SOURCE INFORMATION section start

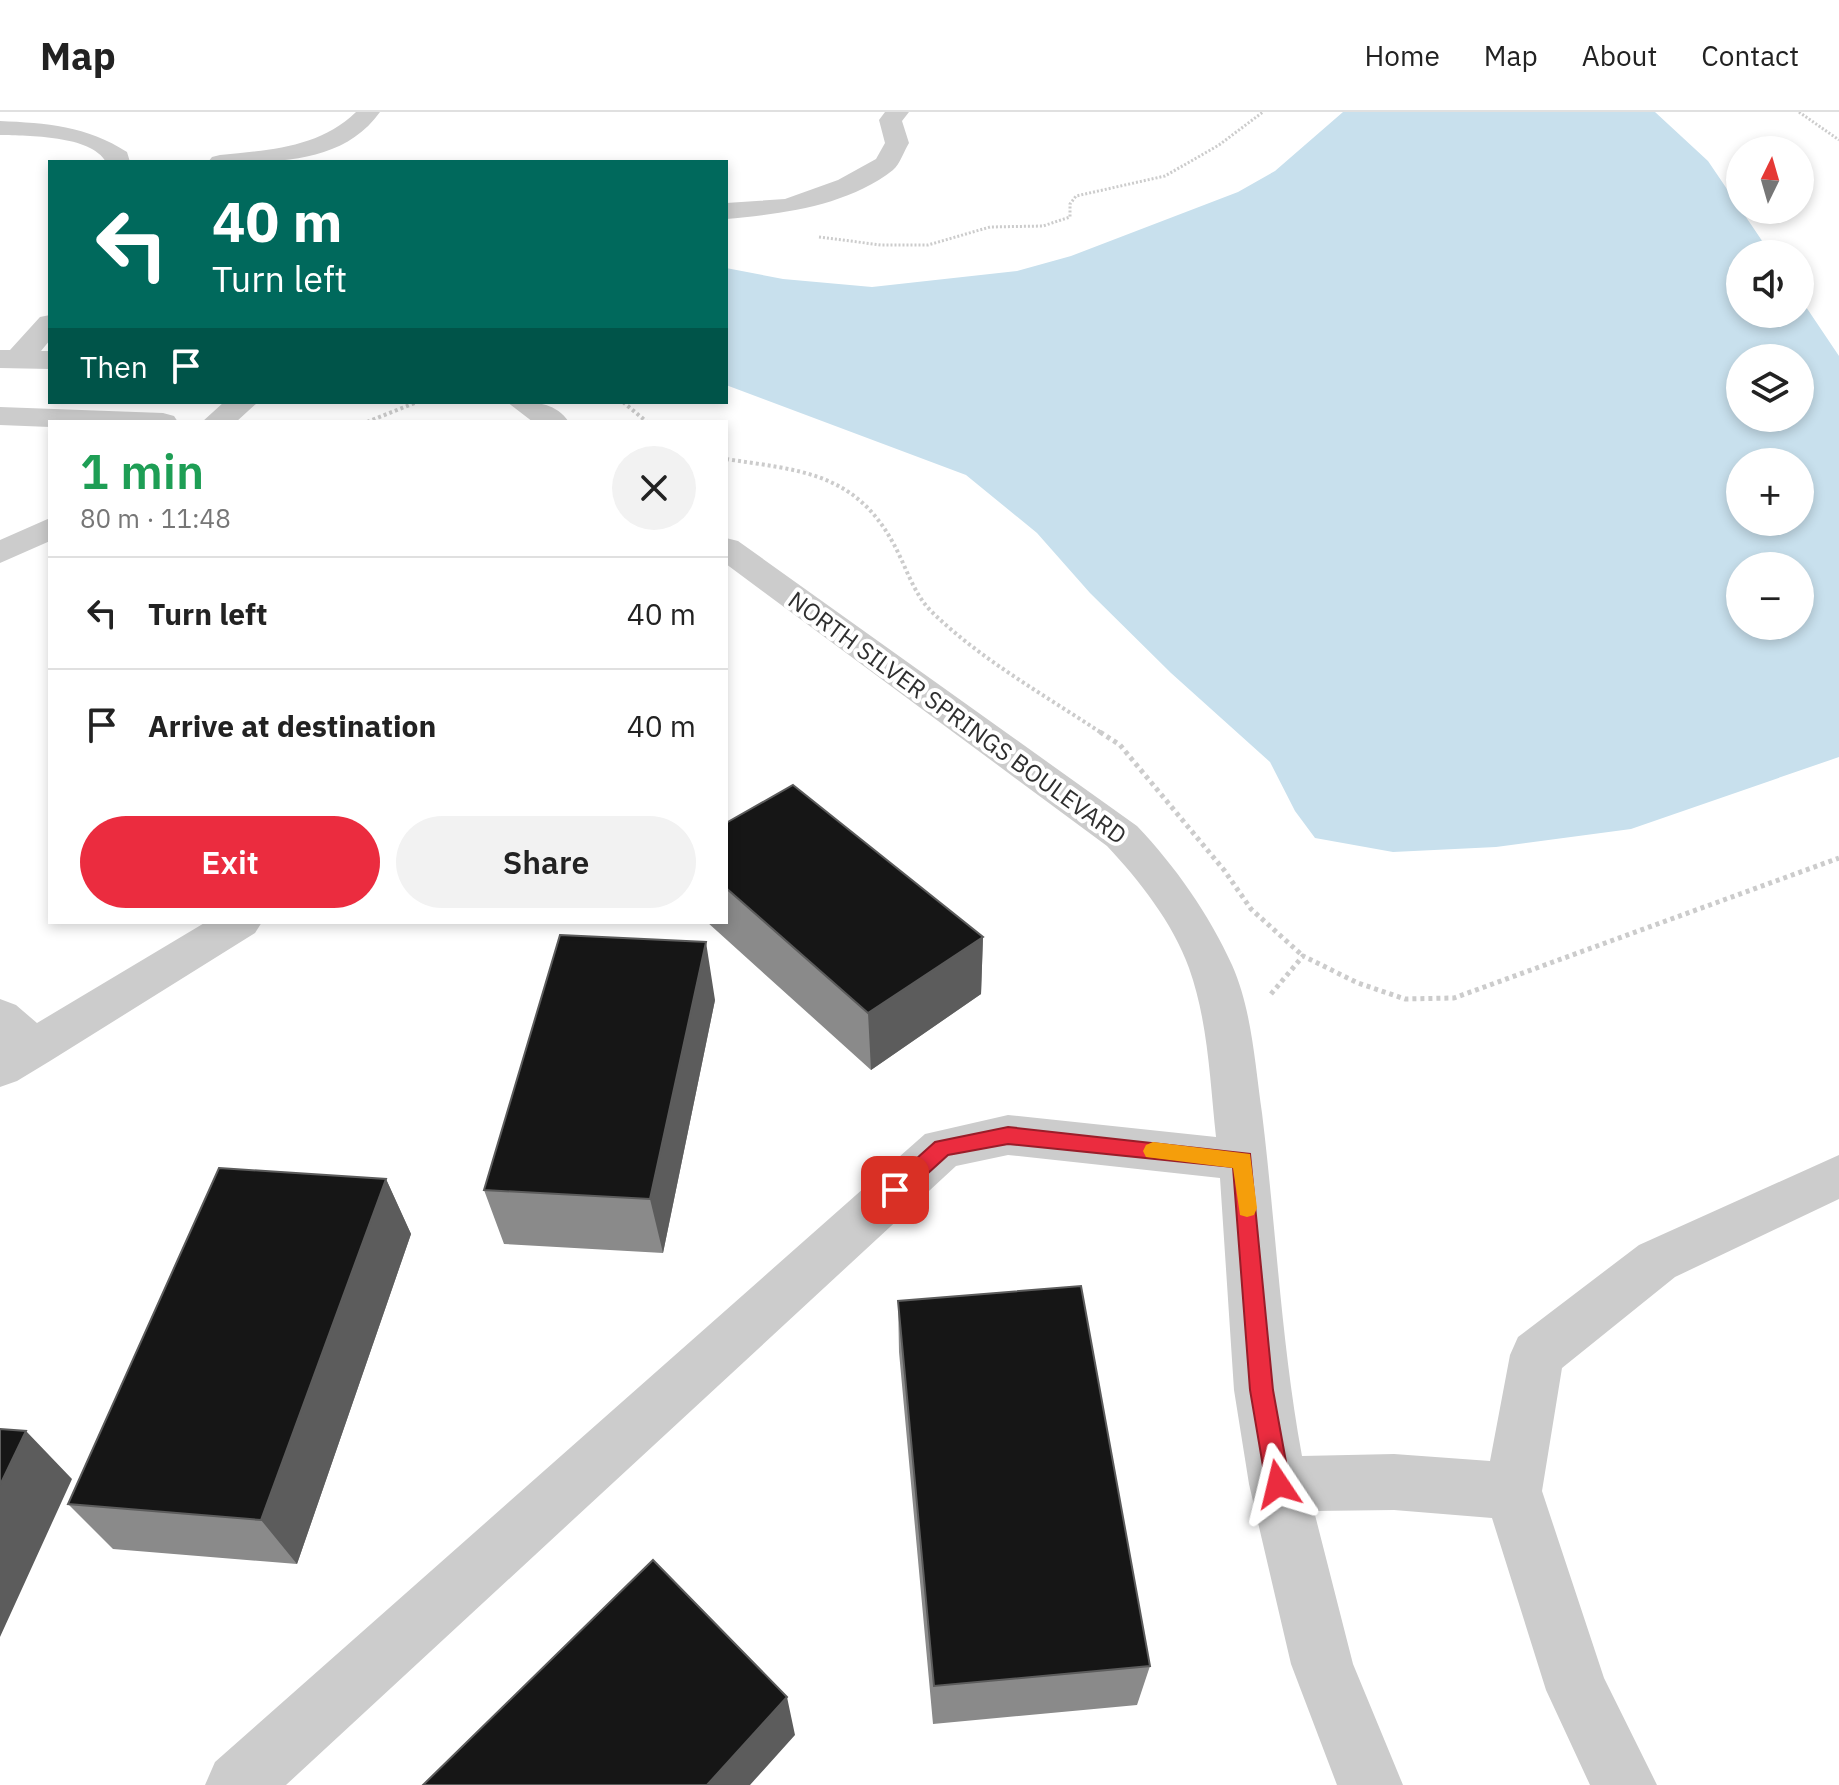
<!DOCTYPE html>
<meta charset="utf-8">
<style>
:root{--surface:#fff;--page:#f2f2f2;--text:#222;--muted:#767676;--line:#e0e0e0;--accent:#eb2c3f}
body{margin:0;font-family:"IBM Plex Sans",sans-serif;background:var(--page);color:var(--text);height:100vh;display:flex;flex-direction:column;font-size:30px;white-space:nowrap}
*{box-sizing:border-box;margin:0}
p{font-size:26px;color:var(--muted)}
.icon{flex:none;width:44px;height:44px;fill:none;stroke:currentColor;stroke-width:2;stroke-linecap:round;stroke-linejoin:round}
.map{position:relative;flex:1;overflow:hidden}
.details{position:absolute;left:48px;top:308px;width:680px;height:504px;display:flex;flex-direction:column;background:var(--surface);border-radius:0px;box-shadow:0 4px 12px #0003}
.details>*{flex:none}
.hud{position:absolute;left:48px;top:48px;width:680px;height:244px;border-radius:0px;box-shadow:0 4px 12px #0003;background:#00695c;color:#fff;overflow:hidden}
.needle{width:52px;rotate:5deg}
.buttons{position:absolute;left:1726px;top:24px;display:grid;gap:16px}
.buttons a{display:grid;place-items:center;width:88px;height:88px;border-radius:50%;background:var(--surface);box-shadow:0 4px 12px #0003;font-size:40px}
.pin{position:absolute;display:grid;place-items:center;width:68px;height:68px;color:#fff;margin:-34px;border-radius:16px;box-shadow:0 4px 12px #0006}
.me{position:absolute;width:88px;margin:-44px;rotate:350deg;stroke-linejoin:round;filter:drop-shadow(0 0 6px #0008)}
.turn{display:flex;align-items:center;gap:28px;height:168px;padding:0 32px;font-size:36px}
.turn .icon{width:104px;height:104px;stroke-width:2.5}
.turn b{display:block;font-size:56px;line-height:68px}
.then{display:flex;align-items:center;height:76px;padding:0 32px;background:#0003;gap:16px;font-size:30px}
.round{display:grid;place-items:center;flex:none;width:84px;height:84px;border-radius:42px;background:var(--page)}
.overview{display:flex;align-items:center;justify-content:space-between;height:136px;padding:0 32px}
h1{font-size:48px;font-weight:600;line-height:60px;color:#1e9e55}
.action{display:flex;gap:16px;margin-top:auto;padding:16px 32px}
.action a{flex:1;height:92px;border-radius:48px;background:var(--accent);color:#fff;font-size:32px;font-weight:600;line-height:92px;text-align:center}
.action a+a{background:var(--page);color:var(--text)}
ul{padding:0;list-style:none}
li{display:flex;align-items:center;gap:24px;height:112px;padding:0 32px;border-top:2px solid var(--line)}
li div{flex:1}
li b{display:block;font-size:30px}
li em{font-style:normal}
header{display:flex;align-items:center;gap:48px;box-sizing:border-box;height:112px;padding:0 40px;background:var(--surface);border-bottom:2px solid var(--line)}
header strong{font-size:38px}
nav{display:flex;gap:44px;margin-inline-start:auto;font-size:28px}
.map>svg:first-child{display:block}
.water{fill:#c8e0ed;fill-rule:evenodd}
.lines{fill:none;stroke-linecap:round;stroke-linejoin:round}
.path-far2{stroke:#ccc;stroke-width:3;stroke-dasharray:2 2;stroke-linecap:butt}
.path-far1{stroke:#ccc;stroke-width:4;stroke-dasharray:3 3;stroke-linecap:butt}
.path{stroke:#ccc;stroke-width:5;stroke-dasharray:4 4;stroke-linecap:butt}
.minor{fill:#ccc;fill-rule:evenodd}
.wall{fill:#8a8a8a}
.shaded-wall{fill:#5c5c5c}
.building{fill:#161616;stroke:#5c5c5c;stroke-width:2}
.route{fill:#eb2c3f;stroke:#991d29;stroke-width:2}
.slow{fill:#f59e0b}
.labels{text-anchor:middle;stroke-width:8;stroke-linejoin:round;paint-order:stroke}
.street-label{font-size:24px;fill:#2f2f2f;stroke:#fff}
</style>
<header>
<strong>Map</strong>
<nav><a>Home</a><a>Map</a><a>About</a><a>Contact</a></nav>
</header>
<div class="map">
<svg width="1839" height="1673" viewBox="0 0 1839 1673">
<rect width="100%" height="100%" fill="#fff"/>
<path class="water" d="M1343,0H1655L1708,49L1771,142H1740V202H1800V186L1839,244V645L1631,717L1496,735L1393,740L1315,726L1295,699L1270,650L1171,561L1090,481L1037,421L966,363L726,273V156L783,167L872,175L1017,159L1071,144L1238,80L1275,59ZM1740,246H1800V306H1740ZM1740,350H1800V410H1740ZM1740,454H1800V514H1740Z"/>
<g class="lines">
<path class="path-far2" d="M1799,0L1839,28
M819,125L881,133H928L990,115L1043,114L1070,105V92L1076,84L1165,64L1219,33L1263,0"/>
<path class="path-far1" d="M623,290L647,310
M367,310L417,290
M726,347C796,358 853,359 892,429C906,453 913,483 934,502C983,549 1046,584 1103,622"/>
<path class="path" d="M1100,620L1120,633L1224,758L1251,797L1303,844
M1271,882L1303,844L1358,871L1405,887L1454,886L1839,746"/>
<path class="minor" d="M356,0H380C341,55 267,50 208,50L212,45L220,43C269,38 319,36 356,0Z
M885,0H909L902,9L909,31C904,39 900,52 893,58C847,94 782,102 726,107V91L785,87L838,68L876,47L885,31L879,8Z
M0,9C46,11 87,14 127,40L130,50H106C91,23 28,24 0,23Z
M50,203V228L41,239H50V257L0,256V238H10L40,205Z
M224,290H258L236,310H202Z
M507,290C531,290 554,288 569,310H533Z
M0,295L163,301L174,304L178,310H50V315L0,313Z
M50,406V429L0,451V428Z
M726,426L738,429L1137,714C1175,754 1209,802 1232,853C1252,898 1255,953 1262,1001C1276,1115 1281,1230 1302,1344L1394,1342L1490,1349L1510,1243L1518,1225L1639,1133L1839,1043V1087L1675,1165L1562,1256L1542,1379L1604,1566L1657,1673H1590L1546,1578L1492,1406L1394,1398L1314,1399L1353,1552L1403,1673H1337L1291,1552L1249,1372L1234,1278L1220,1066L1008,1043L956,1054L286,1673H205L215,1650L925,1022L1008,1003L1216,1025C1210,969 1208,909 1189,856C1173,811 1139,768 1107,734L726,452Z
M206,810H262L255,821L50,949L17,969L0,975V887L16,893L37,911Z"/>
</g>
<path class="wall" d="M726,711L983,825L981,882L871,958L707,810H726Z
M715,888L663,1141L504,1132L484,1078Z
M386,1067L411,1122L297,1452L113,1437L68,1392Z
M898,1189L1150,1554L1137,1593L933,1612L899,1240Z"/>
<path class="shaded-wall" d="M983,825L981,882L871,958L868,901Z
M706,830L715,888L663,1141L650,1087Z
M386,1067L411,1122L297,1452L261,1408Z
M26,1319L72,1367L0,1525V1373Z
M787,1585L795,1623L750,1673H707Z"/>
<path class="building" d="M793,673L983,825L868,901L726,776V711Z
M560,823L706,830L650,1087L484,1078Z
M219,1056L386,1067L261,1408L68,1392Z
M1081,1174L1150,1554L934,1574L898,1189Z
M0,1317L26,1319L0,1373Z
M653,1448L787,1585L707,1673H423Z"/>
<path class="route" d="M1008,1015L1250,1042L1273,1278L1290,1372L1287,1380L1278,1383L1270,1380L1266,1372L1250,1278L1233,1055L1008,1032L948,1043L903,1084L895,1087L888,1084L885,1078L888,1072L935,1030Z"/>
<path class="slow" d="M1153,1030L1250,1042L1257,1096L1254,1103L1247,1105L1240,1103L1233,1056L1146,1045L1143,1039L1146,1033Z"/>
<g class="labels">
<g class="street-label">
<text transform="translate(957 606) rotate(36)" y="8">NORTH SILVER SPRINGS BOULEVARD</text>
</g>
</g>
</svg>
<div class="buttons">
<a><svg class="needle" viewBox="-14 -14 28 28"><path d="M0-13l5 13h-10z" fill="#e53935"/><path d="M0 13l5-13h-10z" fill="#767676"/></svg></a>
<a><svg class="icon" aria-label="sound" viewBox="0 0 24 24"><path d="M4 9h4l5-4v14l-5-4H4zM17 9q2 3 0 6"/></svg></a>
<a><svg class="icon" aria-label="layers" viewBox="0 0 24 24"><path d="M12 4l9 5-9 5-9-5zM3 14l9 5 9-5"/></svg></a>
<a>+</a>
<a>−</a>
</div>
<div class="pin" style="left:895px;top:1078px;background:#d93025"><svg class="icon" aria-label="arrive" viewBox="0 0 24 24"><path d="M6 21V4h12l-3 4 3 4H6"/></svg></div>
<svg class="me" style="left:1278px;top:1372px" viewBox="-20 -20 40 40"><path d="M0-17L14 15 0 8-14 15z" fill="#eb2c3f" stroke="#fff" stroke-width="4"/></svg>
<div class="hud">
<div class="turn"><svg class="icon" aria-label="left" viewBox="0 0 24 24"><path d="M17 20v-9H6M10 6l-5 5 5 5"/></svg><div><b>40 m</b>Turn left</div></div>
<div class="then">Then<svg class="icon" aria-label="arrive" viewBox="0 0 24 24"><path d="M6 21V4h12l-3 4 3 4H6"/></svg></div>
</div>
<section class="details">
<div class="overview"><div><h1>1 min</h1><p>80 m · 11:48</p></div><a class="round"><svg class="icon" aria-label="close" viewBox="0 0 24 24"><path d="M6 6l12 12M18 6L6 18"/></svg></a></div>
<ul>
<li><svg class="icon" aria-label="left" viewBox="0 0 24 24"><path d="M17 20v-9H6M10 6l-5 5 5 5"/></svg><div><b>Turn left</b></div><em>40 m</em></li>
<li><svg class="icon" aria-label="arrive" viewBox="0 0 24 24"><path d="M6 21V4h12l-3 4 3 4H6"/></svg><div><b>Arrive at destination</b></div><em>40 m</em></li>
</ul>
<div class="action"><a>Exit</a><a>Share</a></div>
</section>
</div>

SOURCE INFORMATION section end

YOUR OBJECTIVE »
Copy out every line of the material above that mentions the word "lines".

EXPECTED ANSWER »
.lines{fill:none;stroke-linecap:round;stroke-linejoin:round}
<g class="lines">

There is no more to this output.